▸ TRY IT
What should you transcribe? Every line from the top of the records below through the line with "--surface:#fff; --page:#f2f2f3; --text:#1f2937;", exactly, and no pictures.

┄┄┄┄┄┄

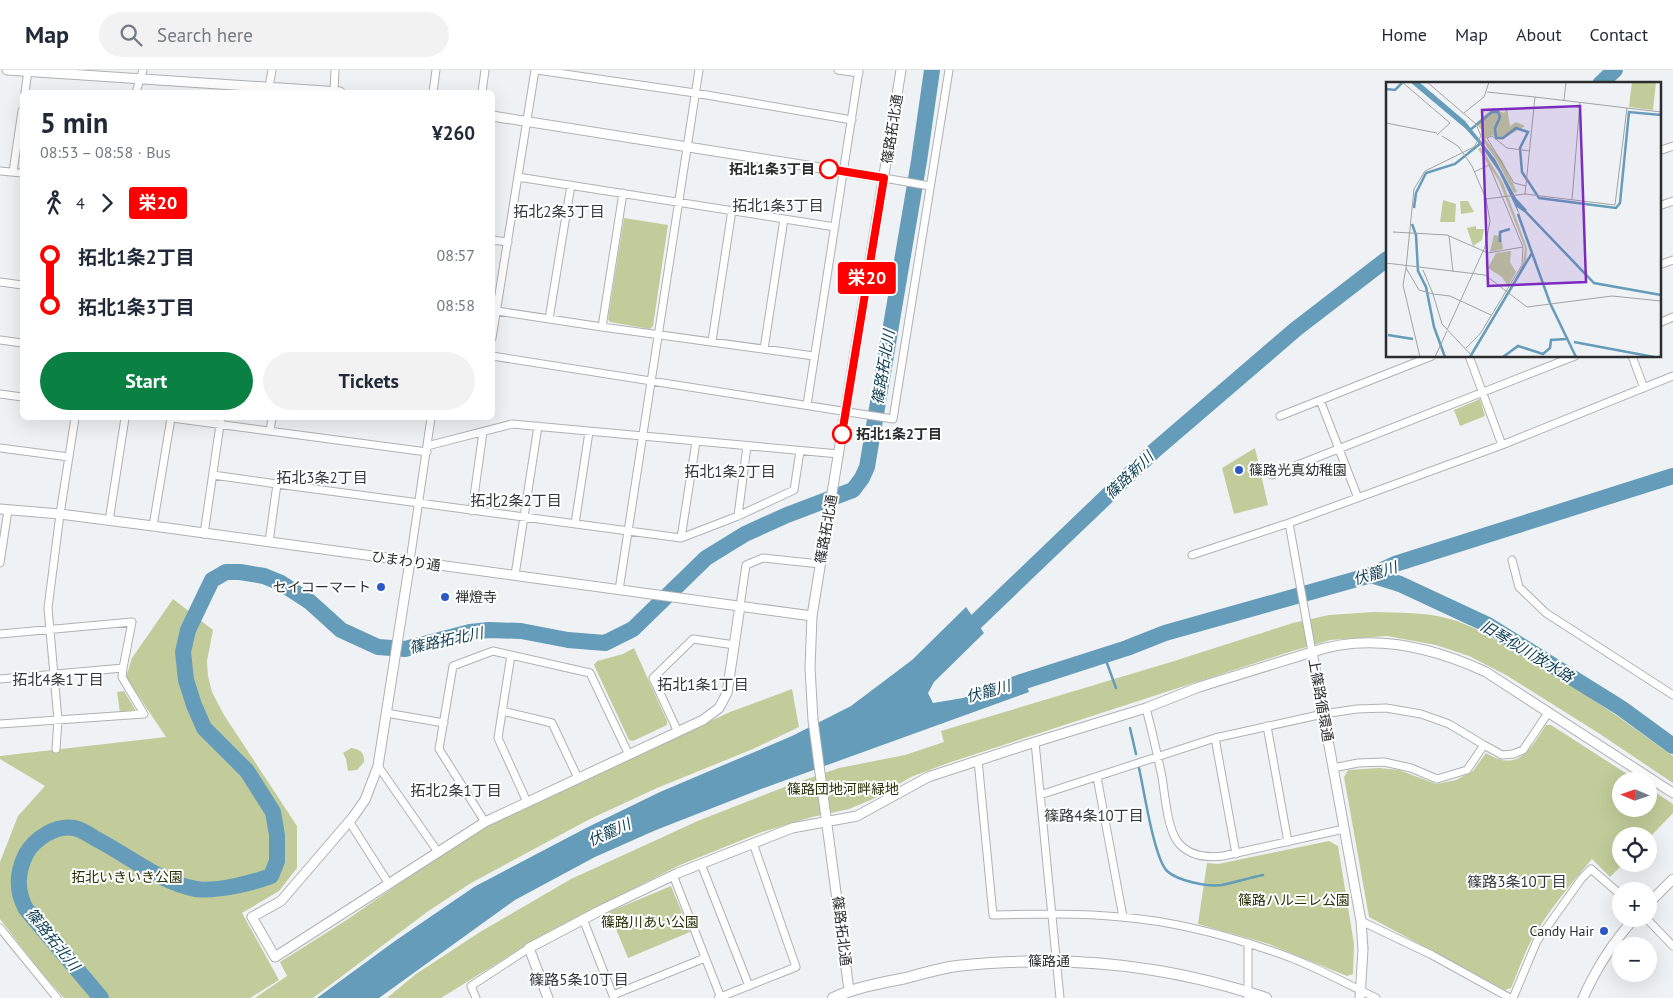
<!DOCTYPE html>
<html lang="en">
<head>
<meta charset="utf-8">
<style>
	:root { --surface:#fff; --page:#f2f2f3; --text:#1f2937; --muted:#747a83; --line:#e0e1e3; --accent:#0b8043 }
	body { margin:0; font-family:"PT Sans","Noto Sans JP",sans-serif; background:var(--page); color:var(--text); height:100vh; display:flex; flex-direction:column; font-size:19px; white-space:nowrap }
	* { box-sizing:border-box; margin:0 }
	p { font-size:16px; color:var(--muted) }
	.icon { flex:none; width:28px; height:28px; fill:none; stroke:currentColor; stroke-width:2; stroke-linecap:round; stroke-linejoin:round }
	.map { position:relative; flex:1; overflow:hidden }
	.side { position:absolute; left:20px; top:20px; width:475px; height:330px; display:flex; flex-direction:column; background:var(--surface); border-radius:8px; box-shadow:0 5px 20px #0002 }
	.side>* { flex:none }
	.badge { padding:0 10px; border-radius:4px; font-size:18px; line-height:32px }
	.needle { width:32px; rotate:272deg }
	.buttons { position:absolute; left:1612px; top:702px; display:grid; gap:10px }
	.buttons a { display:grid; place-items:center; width:45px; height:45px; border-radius:50%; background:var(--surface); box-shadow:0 5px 20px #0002; font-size:25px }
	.map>.badge { position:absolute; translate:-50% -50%; box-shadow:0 0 0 2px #fff }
	.legs { display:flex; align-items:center; gap:8px; height:55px; padding:0 20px; font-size:16px }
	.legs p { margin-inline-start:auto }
	.overview { display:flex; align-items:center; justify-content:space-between; height:85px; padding:0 20px }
	h1 { font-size:28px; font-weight:800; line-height:38px }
	.primary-button { display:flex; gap:10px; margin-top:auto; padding:10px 20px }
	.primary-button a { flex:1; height:58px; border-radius:30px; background:var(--accent); color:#fff; font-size:20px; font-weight:800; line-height:58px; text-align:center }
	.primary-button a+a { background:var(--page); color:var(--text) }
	ul { padding:0 20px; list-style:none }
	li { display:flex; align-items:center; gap:18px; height:50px; font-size:19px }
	li i { display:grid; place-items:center; width:8px; height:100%; margin:0 6px; background:currentColor }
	li i::after { content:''; width:12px; height:12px; margin:-6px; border:4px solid; border-radius:50%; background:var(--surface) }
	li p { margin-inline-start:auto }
	li:first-child i { background:linear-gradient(#0000 50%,currentColor 0) }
	li:last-child i { background:linear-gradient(currentColor 50%,#0000 0) }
	header { display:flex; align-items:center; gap:30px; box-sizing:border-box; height:70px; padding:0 25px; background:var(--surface); border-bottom:1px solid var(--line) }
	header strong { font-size:24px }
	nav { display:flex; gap:28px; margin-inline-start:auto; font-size:18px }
	.search { width:350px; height:45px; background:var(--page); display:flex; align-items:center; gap:12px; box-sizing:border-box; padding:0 18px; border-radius:28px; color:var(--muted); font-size:19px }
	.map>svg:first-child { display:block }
</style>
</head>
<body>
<header>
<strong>Map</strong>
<div class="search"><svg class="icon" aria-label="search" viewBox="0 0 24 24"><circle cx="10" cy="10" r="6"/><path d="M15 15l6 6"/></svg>Search here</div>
<nav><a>Home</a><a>Map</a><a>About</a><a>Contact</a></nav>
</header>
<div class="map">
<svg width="1673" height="928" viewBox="0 0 1673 928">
	<rect width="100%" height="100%" fill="#eff2f4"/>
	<path fill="#c1cc9a" d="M624 148 668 155 653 256 650 259 610 252 608 249Z
		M1480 329 1485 346 1460 356 1454 340Z
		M1255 378 1268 435 1234 444 1222 398Z
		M173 529 213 560 207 591 208 606 212 622 224 645 297 756V798L279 821 242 843 279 910 250 928H64L39 900 0 849V792L18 746 45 716 0 689V686L166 667 126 607 132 588Z
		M1374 542C1399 543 1426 542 1450 549 1472 555 1492 568 1512 579 1568 610 1620 648 1673 686V713L1600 664 1506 605 1469 586 1436 575 1387 566 1330 570 1286 583 948 693 911 707 873 729 849 739 812 747 762 762 680 795 584 843 541 866 441 928H387L416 904 480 862 571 809 700 750 787 716 839 698 905 685 944 672 941 661 1171 592 1293 553 1329 545Z
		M634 578 667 651V655L633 671 629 670 594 595 597 591 623 584Z
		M792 619 799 657 753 679 657 718 590 749 471 813 427 842 313 928H255L287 906 280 892 345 851 435 789 489 756 602 701 730 642Z
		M124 621 136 641 120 643 117 622Z
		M1546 655H1551L1638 711H1621V739H1649V718L1673 734V743L1649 768V766H1621V794H1623L1610 807 1592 789C1570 815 1548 841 1531 871 1523 886 1518 902 1511 918L1505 920 1369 847 1344 707 1348 700 1379 698 1399 700 1436 714 1456 710 1473 701 1486 683C1518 703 1530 680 1546 655Z
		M351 678C360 679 365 683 364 692L357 700 348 701 346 689 343 683Z
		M1329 771 1338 776 1354 874 1353 904 1347 906 1269 874 1198 854 1207 793 1218 794Z
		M671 816 690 862 628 888 609 842Z"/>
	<path fill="#659cba" d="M966 537 984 563 934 612 928 623 933 633 963 628 1024 607 1029 622 761 719 656 760 595 787 515 830 379 928H317L395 871 474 817 588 757 660 722 792 666 851 636 912 590Z"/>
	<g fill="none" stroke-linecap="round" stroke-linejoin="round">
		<path stroke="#659cba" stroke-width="2.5" d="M1104 585 1116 618
			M1130 658 1136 684
			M1139 698C1144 720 1154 788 1167 801 1178 811 1207 817 1222 815 1236 812 1249 808 1263 805"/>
		<path stroke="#659cba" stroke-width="16" d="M1600 14 1615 0
			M1371 505 1400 514 1488 555 1621 638 1673 676
			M961 566 1154 381 1296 259 1387 189
			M1006 617 1127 578 1165 563 1371 505 1395 494 1673 406
			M101 928 26 839C16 821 17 802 26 784 35 768 56 755 74 758 82 759 91 766 98 770 129 786 161 813 196 819 216 822 252 813 271 806L277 791V765L273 742 247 701 204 658 194 635 186 610 183 582 188 560 212 510 226 502H240L264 506 281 513 310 532 341 560 378 577 405 579 470 562 489 560 521 561 568 570 605 573 633 559 706 488 745 464 787 445 853 420 862 408 867 397 919 91 932 0"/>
		<g stroke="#afb1b4" stroke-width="9">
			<path id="minor" d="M537 0 695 23 852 50
				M838 0 859 3
				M25 22 28 1
				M136 22 143 0
				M268 22 272 0
				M334 22 335 0
				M433 22 436 0
				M482 22 485 0
				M1659 81 1673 76
				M0 101 22 103
				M13 102 22 41
				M518 107 835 157
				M884 108 930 116
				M1659 136 1673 131
				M492 170 508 172
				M1659 195 1673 190
				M0 212 22 215
				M497 241 602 257 814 286
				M549 249 571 115
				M1659 253 1673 247
				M602 257 623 123
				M492 268 535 0
				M0 270 22 273
				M712 271 732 140
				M764 279 784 149
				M492 286 893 349 949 0
				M1469 286 1502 375
				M1632 286 1644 318
				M0 324 22 327
				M1320 330 1358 428
				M807 335 859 0
				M1280 346 1432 286
				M172 348 427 382
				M270 361 272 348
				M427 376 512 354 839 384
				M0 378 69 387
				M213 405 277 414
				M1272 405 1575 286
				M472 441 483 362
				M738 446 747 376
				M109 451 125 348
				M1289 453 1312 582
				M575 454 589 362
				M153 456 171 348
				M204 464 221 348
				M681 468 696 372
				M269 472 277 414 681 468 738 446 794 420 800 381
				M1192 485 1289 453 1502 375 1673 306
				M1512 490 1519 517 1546 543 1673 625
				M410 491 431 348
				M0 493 8 440
				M515 505 538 356
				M619 520 699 0
				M740 536 746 495 763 488 820 494
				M0 564 132 552 123 598
				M511 585 498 668 527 732
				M0 609 123 598 122 607 144 644 0 654
				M1146 638C1152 661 1157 683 1162 707 1165 725 1167 756 1177 771 1188 786 1206 788 1223 786L1344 759
				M502 641 552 653 578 708
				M386 643 444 653
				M1267 656 1288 772
				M678 662 653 608 693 569 735 575
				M1215 668 1236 784
				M1035 672 1060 928
				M56 679 58 650 48 538 60 444 75 348
				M978 690 993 845C1036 844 1079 843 1121 847 1171 851 1222 864 1269 880 1307 892 1341 911 1376 928
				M378 696 438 782
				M1333 698 1358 693 1384 692 1411 698 1437 709 1467 700 1484 675 1502 685 1513 684 1523 680 1548 643
				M1097 707 1123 847
				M1040 725 1215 668 1323 644 1357 639 1386 638 1421 644 1449 654 1484 675
				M349 751 389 814
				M485 752 439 679 453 596 493 581 590 603 629 685
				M701 794 749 916
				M673 805 721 928
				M583 849 614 928
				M1647 849 1673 876
				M1361 851 1432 885 1510 928
				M0 858 57 928
				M613 925 705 888
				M476 928 471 916 529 878
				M718 928 796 897 753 773
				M1248 928V874
				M1513 928 1537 871 1582 808 1591 799 1621 825"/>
		</g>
		<g stroke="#afb1b4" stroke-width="11">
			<path id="tertiary" d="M7 0 340 22
				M492 46 884 108
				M0 439 60 444 153 456 812 546
				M410 491 378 696 365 730 353 747 281 831 252 847 275 887 485 752 703 650 719 638 727 623 740 536
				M1649 833 1673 809
				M849 920 813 650 810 598 812 546 901 0
				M548 928 529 878 603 839 678 803 792 758 857 746 928 707 1035 672 1146 638 1199 617 1312 582
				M1360 928 1363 879 1361 851 1312 582C1371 562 1432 577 1486 602L1673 723
				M1583 928C1596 899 1612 873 1634 849"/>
		</g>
		<g stroke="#afb1b4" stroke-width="12">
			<path id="secondary" d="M833 928C856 917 881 913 906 908 920 904 935 900 950 897 970 894 991 893 1011 892 1098 888 1183 900 1266 928"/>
		</g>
		<use href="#minor" stroke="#fff" stroke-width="7"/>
		<use href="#tertiary" stroke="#fff" stroke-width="9"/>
		<use href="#secondary" stroke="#fff" stroke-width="10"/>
	</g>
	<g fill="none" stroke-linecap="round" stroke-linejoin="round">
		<g stroke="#fff" stroke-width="11">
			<path id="line-1" d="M829 99 884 108 842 364"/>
		</g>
		<use href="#line-1" stroke="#f00" stroke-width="8"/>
	</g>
	<g fill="#fff" stroke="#f00" stroke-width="2.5">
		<circle cx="829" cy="99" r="9"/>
		<circle cx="842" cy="364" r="9"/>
	</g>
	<g fill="#2c58c7" stroke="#feffff" stroke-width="2">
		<circle cx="1239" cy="400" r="5"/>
		<circle cx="381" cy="517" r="5"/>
		<circle cx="445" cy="527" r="5"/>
		<circle cx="1604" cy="861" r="5"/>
	</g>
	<g text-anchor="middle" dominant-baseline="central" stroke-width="4" stroke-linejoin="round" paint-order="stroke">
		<g font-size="14" fill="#2b2c2d" stroke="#feffff">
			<text transform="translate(892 59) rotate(-81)">篠路拓北通</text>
			<text transform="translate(826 459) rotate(-80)">篠路拓北通</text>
			<text transform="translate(406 491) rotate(8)">ひまわり通</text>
			<text transform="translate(1321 630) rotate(80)">上篠路循環通</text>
			<text transform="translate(842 861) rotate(83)">篠路拓北通</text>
			<text x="1049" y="891">篠路通</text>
		</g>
		<g font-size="14" font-weight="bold" fill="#2b2c2d" stroke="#feffff" text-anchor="end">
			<text x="815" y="99">拓北1条3丁目</text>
			<text x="856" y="364" text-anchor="start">拓北1条2丁目</text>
		</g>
		<g font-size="14" fill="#2b2c2d" stroke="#feffff" text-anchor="start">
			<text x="1249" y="400">篠路光真幼稚園</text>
			<text x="371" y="517" text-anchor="end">セイコーマート</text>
			<text x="455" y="527">禅燈寺</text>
			<text x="1594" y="861" text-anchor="end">Candy Hair</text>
		</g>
		<g font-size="14" fill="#2b3107" stroke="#feffff">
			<text x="843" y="719">篠路団地河畔緑地</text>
			<text x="127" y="807">拓北いきいき公園</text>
			<text x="1294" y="830">篠路ハルニレ公園</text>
			<text x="650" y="852">篠路川あい公園</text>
		</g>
		<g font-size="15" fill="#343638" stroke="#feffff">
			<text x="778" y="135">拓北1条3丁目</text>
			<text x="559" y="141">拓北2条3丁目</text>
			<text x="730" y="401">拓北1条2丁目</text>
			<text x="322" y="407">拓北3条2丁目</text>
			<text x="516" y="430">拓北2条2丁目</text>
			<text x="58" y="609">拓北4条1丁目</text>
			<text x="703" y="614">拓北1条1丁目</text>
			<text x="456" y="720">拓北2条1丁目</text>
			<text x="1094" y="745">篠路4条10丁目</text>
			<text x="1517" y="811">篠路3条10丁目</text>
			<text x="579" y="909">篠路5条10丁目</text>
		</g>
		<g font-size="15" font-style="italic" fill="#0d3d52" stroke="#feffff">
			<text transform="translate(883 297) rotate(-81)">篠路拓北川</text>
			<text transform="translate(1129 405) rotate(-44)">篠路新川</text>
			<text transform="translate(1375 503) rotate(-17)">伏籠川</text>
			<text transform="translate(446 570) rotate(-12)">篠路拓北川</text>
			<text transform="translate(1527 581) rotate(31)">旧琴似川放水路</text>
			<text transform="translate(988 621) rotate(-15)">伏籠川</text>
			<text transform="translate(609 762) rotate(-24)">伏籠川</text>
			<text transform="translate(53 869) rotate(51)">篠路拓北川</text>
		</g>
	</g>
	<g transform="translate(1386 12)">
		<rect width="275" height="275" fill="#eff2f4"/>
		<path d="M246 0H270L267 28 243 25ZM107 26 118 31 121 26 124 44 130 40 139 44 115 58 106 53 99 57 116 78 131 110 128 111 110 77 96 58V49L90 41ZM95 65 117 101 141 166 140 182 126 206 137 181 139 166 113 99 92 67ZM57 118 70 122 69 140H54ZM74 119H82L88 130 75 132ZM90 144V147H98L96 158 87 164 81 146ZM108 153 115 154 117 167 104 170ZM125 169 124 180 130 190 122 204 116 195 102 186 110 171Z" fill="#c1cc9a"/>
		<path d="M24 0H33L79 39 109 77 130 116 141 128 138 130 131 125 134 134 113 90 95 64 80 47Z" fill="#659cba"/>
		<path fill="none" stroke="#659cba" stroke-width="2.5" d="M0 7 9 8 16 1M84 48 106 30H112L114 35 109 46 110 56H117L130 46 142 50 134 66 136 90 153 116 230 126 234 121 243 30 275 33M28 126 30 111 40 91 69 82 95 61M137 127 208 201 275 213M132 132 164 221 190 275M26 142 30 153 32 189 40 205 48 245 59 275M114 160V150L124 147M2 253 27 257M188 260 268 275M84 275 146 171M117 275 132 264 157 272 164 266 165 258 180 257"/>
		<path fill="none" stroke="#a1a3a4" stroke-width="1" d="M16 0 64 41 51 53M41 0 90 42 95 54 88 65 39 89 28 107 20 186 33 208 47 212 56 242 87 275M101 10 149 15M178 18 180 0M241 26 275 30M78 31 98 15 103 0M0 41 51 51M56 54 72 64 86 84 100 117 104 139 99 165 61 248M88 90 103 83 137 165M140 104 128 101 101 56 106 54 121 66 144 69M100 117 139 112 229 123 241 26 149 15 139 112M186 118 194 20M7 150 61 153 102 171 137 165 136 183 94 252 80 266M63 154 67 190M0 181 99 193 141 225 226 214 275 219M20 186 17 203 34 275M37 188 47 212 64 214 105 233M49 275 61 249"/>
		<path fill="#7b2cbf" fill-opacity="0.15" stroke="#7b2cbf" stroke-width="2.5" d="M194 24 200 200 102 204 96 28Z"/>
		<rect width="275" height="275" fill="none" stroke="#2b2c2d" stroke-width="2.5"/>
	</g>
</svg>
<div class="buttons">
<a><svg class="needle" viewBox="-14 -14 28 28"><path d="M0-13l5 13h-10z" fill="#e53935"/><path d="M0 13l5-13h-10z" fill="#747a83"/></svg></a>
<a><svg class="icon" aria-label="locate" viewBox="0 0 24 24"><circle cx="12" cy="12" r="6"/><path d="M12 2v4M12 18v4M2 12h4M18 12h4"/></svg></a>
<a>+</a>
<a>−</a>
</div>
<b class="badge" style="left:867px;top:208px;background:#f00;color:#fff">栄20</b>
<section class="side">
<div class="overview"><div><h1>5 min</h1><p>08:53 – 08:58 · Bus</p></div><b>¥260</b></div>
<div class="legs"><svg class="icon" aria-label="walk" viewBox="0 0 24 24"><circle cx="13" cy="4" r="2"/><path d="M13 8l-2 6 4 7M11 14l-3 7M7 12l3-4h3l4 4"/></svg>4<svg class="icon" aria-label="forward" viewBox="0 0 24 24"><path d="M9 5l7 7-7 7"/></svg><b class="badge" style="background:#f00;color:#fff">栄20</b></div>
<ul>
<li><i style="color:#f00"></i><b>拓北1条2丁目</b><p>08:57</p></li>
<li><i style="color:#f00"></i><b>拓北1条3丁目</b><p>08:58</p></li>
</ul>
<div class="primary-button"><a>Start</a><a>Tickets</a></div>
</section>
</div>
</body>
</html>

┄┄┄┄┄┄

▸ EXPECTED ANSWER
<!DOCTYPE html>
<html lang="en">
<head>
<meta charset="utf-8">
<style>
	:root { --surface:#fff; --page:#f2f2f3; --text:#1f2937; --muted:#747a83; --line:#e0e1e3; --accent:#0b8043 }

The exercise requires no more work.